Saved entries →
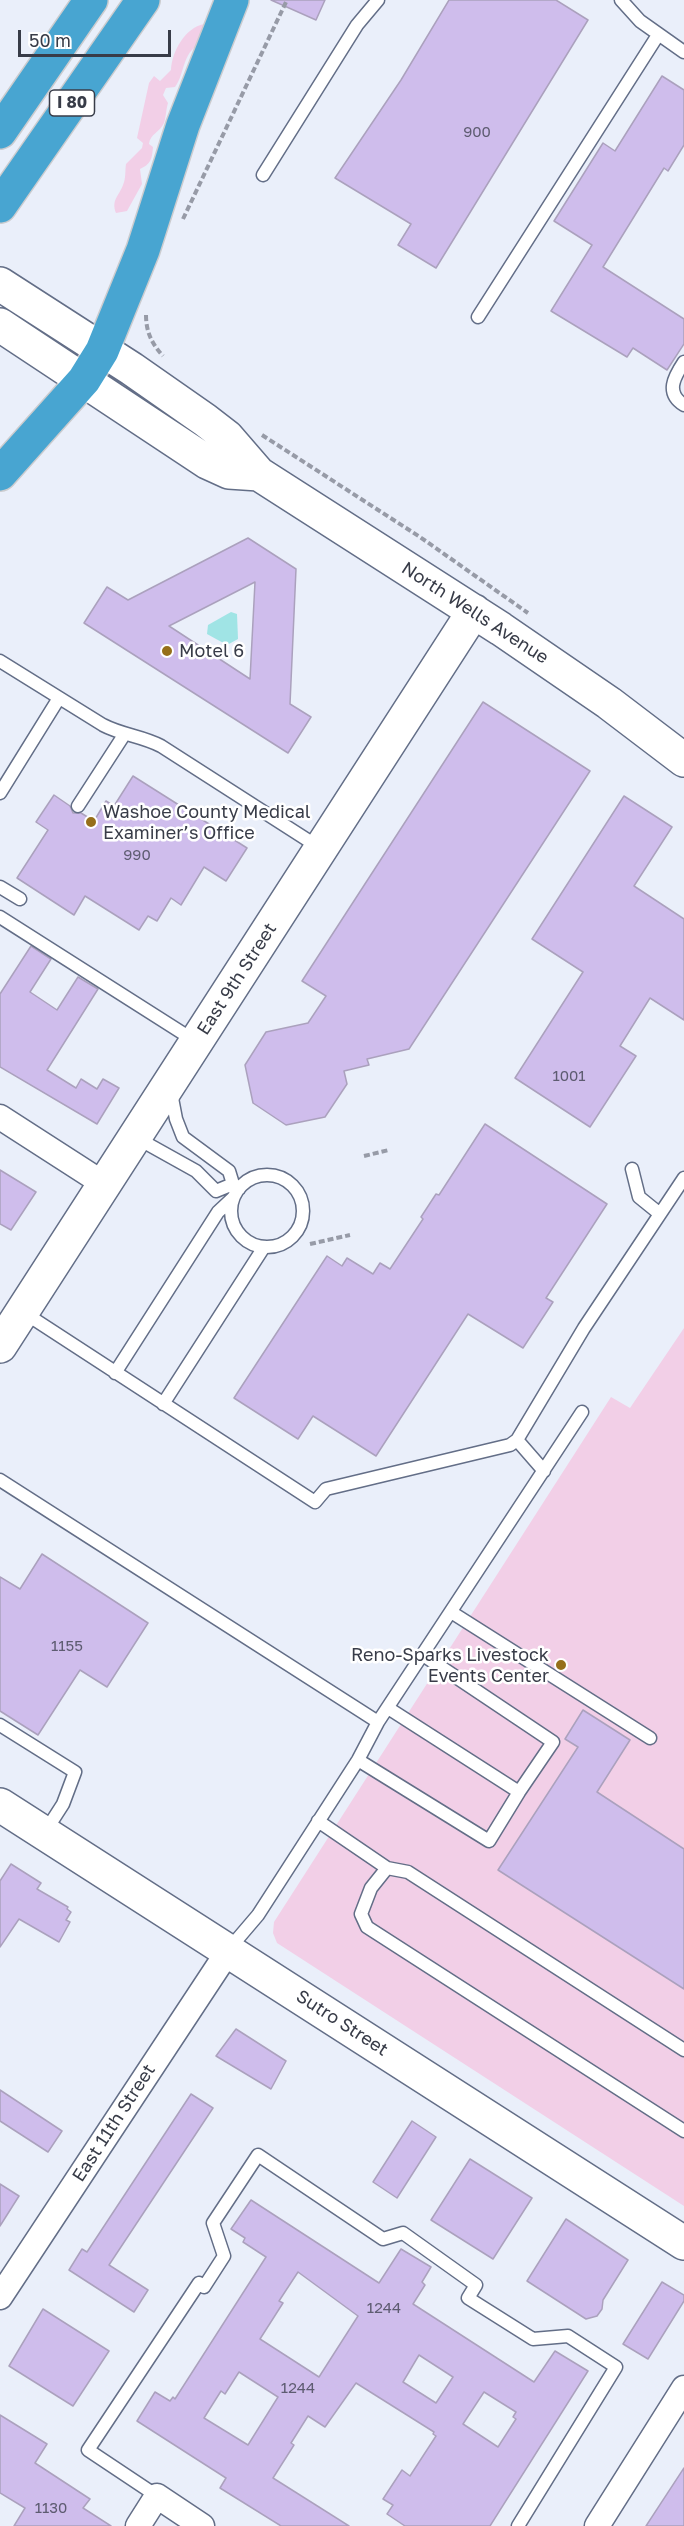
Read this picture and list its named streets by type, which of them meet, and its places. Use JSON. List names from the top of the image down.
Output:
{
  "streets": {
    "highway": ["I 80"],
    "street": [
      "North Wells Avenue",
      "East 9th Street",
      "Sutro Street",
      "East 11th Street"
    ]
  },
  "crossings": [
    ["North Wells Avenue", "East 9th Street"],
    ["Sutro Street", "East 11th Street"]
  ],
  "places": ["Motel 6", "Washoe County Medical Examiner’s Office", "Reno-Sparks Livestock Events Center"],
  "house_numbers": [
    "900",
    "990",
    "1001",
    "1155",
    "1244",
    "1244",
    "1130"
  ],
  "scale_bar": "50 m"
}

AIM OF THE EXERCISE →
Reproduce the data in full. Do not carry over any picture.

SOLUTION FOR THIS EXERCISE →
Read this picture and list its named streets by type, which of them meet, and its places. Use JSON. List names from the top of the image down.
Output:
{
  "streets": {
    "highway": ["I 80"],
    "street": [
      "North Wells Avenue",
      "East 9th Street",
      "Sutro Street",
      "East 11th Street"
    ]
  },
  "crossings": [
    ["North Wells Avenue", "East 9th Street"],
    ["Sutro Street", "East 11th Street"]
  ],
  "places": ["Motel 6", "Washoe County Medical Examiner’s Office", "Reno-Sparks Livestock Events Center"],
  "house_numbers": [
    "900",
    "990",
    "1001",
    "1155",
    "1244",
    "1244",
    "1130"
  ],
  "scale_bar": "50 m"
}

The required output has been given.